VOO Tops $100B in Annual Inflows
VOO's incredible feat puts it on track to become the largest ETF in 2025.
It’s official: the Vanguard S&P 500 ETF (VOO) crossed $100 billion in annual inflows last week. The incredible feat is a reflection of Vanguard’s dominance in the exchange-traded fund industry and the insatiable demand for ETFs more generally.
For comparison, the ETF with the next-highest inflows in 2024 is the iShares Core S&P 500 ETF (IVV), which has gathered $59.2 billion of new assets this year versus VOO’s $101.1 billion.
The world’s largest exchange-traded fund, the SPDR S&P 500 ETF Trust (SPY), lags far behind, with inflows of $22.9 billion for 2024.
Inflows Gap Between VOO and SPY Is Closing
The big chasm between the inflows for VOO and SPY has helped close the gap between the two ETFs’ assets under management. Currently, SPY has $620 billion invested in it, while VOO has $577 billion—just a $43 billion difference.

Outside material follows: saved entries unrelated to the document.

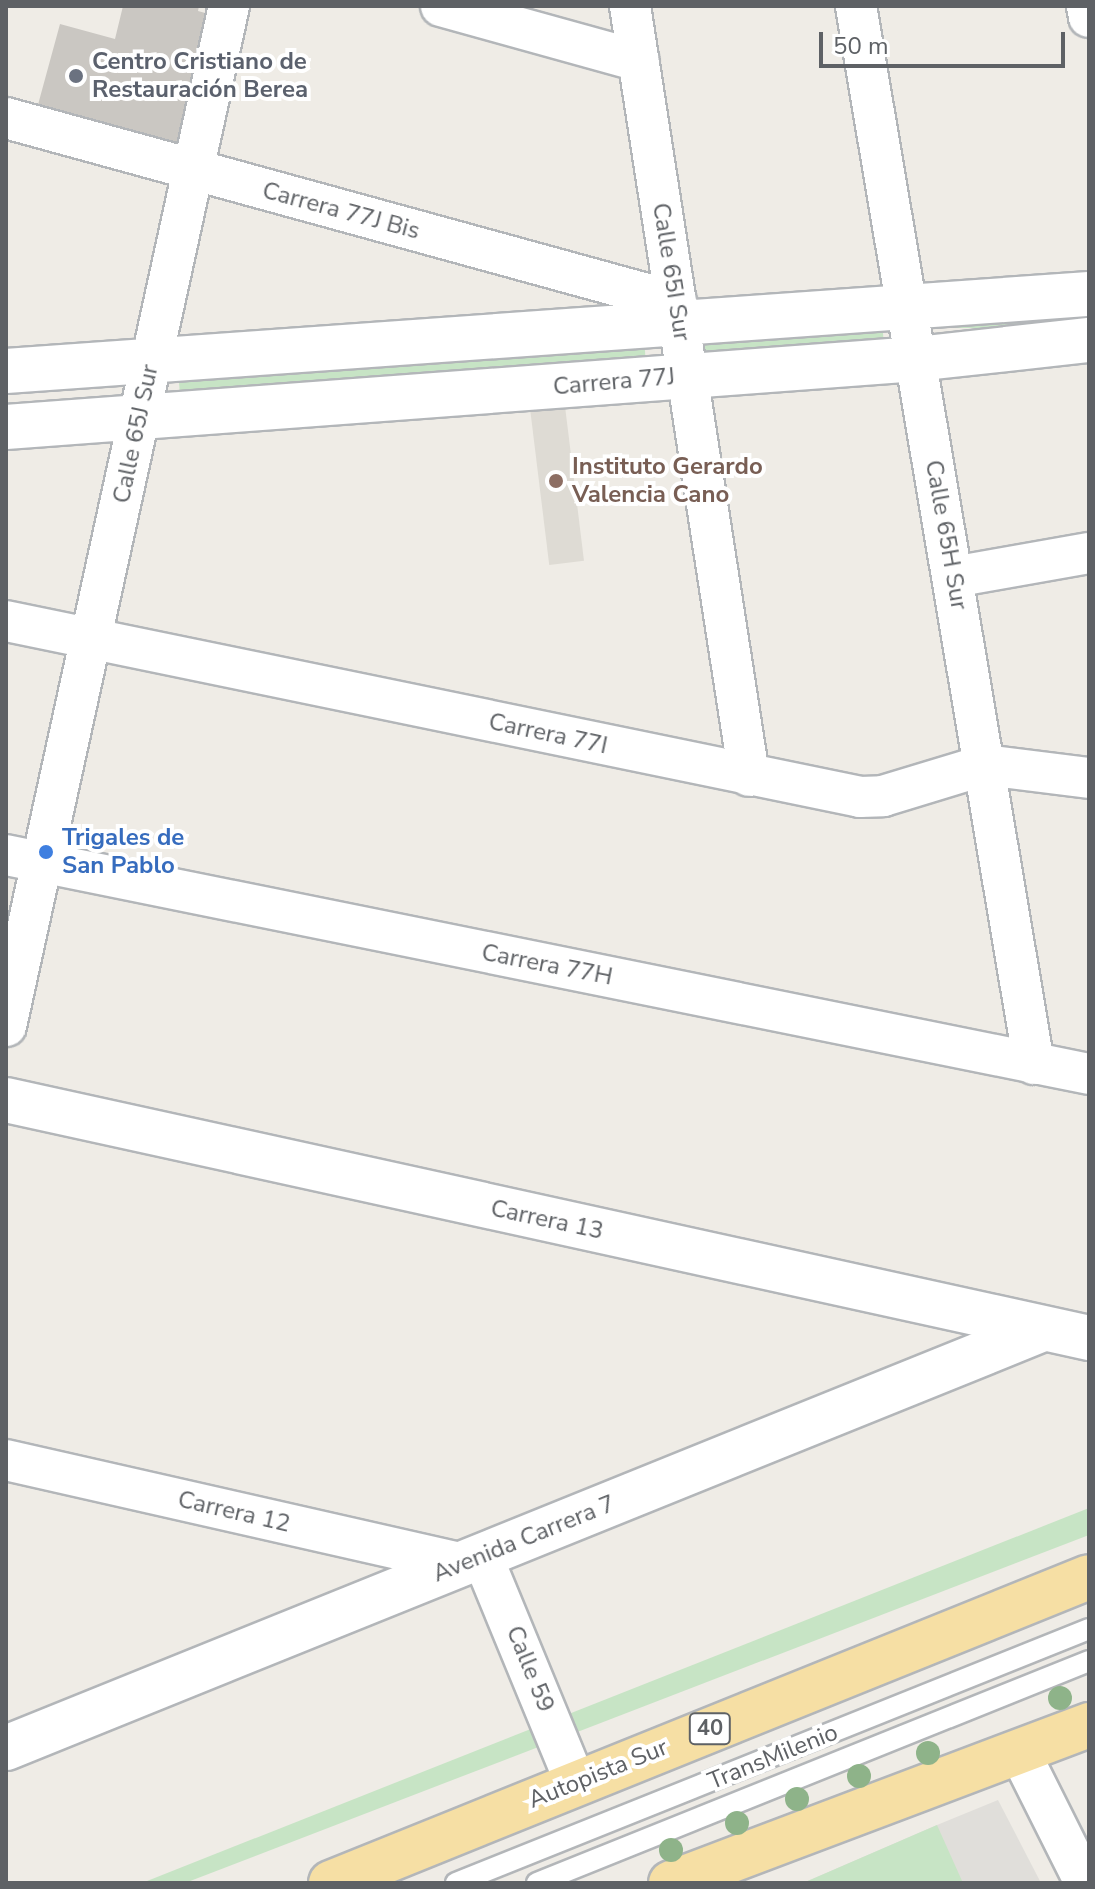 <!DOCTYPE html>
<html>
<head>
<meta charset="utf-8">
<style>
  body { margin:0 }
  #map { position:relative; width:1095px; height:1889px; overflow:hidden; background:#efece6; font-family:"Nunito Sans",sans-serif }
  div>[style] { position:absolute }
  .industrial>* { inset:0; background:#e0deda }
  .education>* { inset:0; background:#dedbd4; transform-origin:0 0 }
  .green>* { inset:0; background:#c7e4c5; transform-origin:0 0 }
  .building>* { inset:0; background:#cac7c2 }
  .roads { filter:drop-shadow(2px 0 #b3b6b9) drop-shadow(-2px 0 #b3b6b9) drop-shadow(0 2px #b3b6b9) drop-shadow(0 -2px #b3b6b9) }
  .service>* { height:20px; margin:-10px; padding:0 10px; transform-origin:10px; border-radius:10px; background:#fff }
  .minor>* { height:40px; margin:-20px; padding:0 20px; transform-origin:20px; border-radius:20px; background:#fff }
  .tertiary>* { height:44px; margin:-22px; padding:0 22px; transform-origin:22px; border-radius:22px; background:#fff }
  .trunk>* { height:44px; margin:-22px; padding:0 22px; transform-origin:22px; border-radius:22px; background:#f6dfa4 }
  .trees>* { width:24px; height:24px; margin:-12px; border-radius:50%; background:#8eb389 }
  .dots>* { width:22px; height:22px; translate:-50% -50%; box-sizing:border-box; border:4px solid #fff; border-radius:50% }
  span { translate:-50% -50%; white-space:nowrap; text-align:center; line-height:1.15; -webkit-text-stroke:8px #fff; paint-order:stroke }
  .shield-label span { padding:2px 6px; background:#fff; border:2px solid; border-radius:6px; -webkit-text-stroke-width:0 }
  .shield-label { font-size:22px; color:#5e6165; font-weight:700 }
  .worship-label { font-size:24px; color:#5b616d; font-weight:700 }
  .left { translate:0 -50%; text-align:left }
  .street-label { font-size:24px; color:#5e6165 }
  .education-label { font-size:24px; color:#785e54; font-weight:700 }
  .shop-label { font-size:24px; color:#366cbe; font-weight:700 }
  .frame { position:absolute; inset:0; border:8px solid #5e6165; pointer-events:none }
  .scale { position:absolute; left:819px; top:32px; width:246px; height:36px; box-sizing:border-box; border:4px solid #5e6165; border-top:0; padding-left:10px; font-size:24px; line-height:28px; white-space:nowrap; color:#5e6165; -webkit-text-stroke:6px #fff; paint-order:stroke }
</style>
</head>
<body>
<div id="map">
  <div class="industrial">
    <i style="clip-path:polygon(998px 1800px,1041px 1883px,803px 1883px,937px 1825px)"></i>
  </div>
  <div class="education">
    <i style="left:564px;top:398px;width:164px;height:35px;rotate:83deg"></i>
  </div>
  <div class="green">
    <i style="left:1089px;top:302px;width:26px;height:148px;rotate:90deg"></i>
    <i style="left:882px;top:319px;width:27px;height:187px;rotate:86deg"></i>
    <i style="left:644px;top:337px;width:27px;height:467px;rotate:86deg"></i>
    <i style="clip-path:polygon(1089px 1508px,1089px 1535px,185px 1883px,142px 1883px)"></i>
    <i style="clip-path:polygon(937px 1825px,963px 1883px,803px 1883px)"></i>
  </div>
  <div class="building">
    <i style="clip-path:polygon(123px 6px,199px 6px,198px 11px,216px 16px,184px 152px,36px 112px,60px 24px,115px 39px)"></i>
  </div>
  <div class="roads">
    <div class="service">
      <i style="left:456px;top:1883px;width:682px;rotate:-21.86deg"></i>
      <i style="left:537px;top:1883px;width:595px;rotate:-21.91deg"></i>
    </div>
    <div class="minor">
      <i style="left:441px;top:6px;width:205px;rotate:15.5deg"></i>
      <i style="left:630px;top:6px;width:779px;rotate:81.21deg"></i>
      <i style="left:856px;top:6px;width:1073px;rotate:80.45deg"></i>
      <i style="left:1087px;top:6px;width:11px;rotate:80deg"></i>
      <i style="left:6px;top:118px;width:695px;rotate:15.36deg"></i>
      <i style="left:953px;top:577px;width:138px;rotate:-10deg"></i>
      <i style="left:6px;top:621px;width:872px;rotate:11.64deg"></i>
      <i style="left:860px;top:797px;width:23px;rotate:-2deg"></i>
      <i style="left:883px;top:796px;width:107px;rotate:-16.9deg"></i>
      <i style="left:985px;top:765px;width:105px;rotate:7.1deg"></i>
      <i style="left:6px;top:855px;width:1105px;rotate:11.43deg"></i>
      <i style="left:6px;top:1026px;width:1044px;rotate:-77.67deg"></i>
      <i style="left:6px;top:1460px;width:469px;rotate:12.8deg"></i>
      <i style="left:482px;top:1556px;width:247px;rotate:67.6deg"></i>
      <i style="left:1019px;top:1751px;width:148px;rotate:63.4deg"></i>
    </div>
    <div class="tertiary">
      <i style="left:6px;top:371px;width:1086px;rotate:-4.07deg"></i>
      <i style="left:6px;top:427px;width:913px;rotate:-4.27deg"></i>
      <i style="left:916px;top:359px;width:174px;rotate:-6.3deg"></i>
      <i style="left:6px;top:1100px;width:1109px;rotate:12.39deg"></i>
      <i style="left:6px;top:1748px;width:1118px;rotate:-22deg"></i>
    </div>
    <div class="trunk">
      <i style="left:331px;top:1883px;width:817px;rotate:-21.98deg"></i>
      <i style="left:671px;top:1883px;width:447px;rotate:-20.7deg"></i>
    </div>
  </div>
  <div class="trees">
    <i style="left:1060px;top:1698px"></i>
    <i style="left:928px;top:1753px"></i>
    <i style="left:859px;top:1776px"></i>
    <i style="left:797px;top:1799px"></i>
    <i style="left:737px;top:1823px"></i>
    <i style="left:671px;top:1850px"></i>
  </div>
  <div class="dots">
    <i style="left:76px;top:76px;background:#6b7280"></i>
    <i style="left:556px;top:481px;background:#8d6e63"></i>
    <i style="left:46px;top:852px;background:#3f7fe0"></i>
  </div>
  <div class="shield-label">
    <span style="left:710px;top:1729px">40</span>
  </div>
  <div class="worship-label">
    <span class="left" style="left:92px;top:76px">Centro Cristiano de<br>Restauración Berea</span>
  </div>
  <div class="street-label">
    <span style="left:341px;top:211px;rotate:15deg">Carrera 77J Bis</span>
    <span style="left:671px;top:272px;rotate:81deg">Calle 65I Sur</span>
    <span style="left:614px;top:382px;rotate:-5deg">Carrera 77J</span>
    <span style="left:136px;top:434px;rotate:-78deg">Calle 65J Sur</span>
    <span style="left:946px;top:535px;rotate:80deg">Calle 65H Sur</span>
    <span style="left:548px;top:734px;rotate:12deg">Carrera 77I</span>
    <span style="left:547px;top:965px;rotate:11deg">Carrera 77H</span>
    <span style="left:547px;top:1220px;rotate:12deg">Carrera 13</span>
    <span style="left:234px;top:1512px;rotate:13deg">Carrera 12</span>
    <span style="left:524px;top:1539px;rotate:-22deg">Avenida Carrera 7</span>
    <span style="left:530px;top:1669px;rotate:68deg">Calle 59</span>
    <span style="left:773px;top:1757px;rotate:-22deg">TransMilenio</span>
    <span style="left:598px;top:1774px;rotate:-22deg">Autopista Sur</span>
  </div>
  <div class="education-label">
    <span class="left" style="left:572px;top:481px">Instituto Gerardo<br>Valencia Cano</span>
  </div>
  <div class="shop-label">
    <span class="left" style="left:62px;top:852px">Trigales de<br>San Pablo</span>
  </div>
  <div class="frame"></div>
  <div class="scale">50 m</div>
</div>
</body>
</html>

That means that there is a very real possibility that VOO overtakes SPY as the world’s largest ETF as soon as next year. But even if that happens, SPY’s slide down the ETF leaderboard might not stop there. IVV is also nipping at its heels, with $565 billion in AUM.
Related: See our complete VOO vs SPY Fund Comparison.
VTI and QQQ Also Gaining Ground
The Vanguard Total Stock Market ETF (VTI) isn’t far behind either, with AUM of $460 billion.
In other words, if the current trajectory persists, SPY might end up slipping to number three on the world’s largest ETFs list next year, and then number four sometime down the line.
The Invesco QQQ Trust (QQQ), currently the world’s fifth-largest ETF with $310 billion in AUM, could also conceivably overtake SPY at some point.
That ETF has seen inflows of $24 billion this year—slightly more than SPY.
But the Nasdaq-100 ETF has performed better than SPY in recent years (a return of 155% versus 105% over the past five years); if that outperformance continues, it could boost QQQ’s AUM relative to SPY, even without greater inflows.